**TASK TO COMPLETE:** Across the entries below, work out how many lines contain "button". Respond with the number and no other text.

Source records
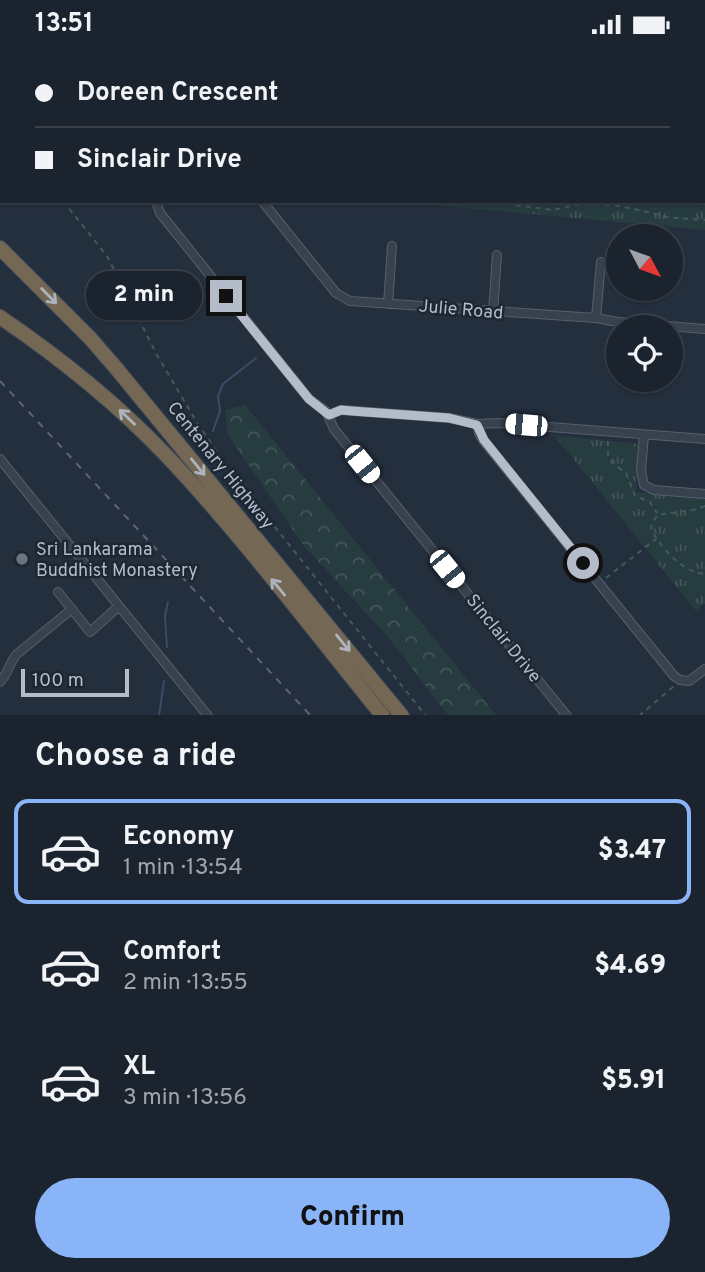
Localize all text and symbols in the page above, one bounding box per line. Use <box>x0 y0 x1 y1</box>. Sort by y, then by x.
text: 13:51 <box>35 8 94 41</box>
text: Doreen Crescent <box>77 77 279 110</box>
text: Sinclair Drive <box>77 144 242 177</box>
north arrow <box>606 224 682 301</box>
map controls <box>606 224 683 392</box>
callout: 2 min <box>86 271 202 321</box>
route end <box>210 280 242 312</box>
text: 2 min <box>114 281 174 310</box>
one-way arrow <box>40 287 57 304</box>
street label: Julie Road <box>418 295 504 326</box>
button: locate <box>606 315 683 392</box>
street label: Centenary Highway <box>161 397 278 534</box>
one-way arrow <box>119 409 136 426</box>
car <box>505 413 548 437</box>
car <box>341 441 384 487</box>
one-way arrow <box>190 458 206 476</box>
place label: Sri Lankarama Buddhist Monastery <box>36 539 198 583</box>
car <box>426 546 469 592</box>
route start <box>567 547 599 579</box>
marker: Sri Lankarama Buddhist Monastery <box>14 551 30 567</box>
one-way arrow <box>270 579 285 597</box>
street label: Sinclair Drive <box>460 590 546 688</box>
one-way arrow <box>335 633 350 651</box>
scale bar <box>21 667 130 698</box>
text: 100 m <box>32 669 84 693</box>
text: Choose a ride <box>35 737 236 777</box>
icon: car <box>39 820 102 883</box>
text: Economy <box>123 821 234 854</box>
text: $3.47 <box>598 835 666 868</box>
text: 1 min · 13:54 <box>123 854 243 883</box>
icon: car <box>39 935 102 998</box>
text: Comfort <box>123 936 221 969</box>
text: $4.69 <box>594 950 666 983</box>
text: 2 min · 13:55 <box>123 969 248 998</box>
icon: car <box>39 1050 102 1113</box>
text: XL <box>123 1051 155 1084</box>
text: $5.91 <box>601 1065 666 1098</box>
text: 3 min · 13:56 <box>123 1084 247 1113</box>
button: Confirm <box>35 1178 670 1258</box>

**PROBLEM SOLUTION:** 2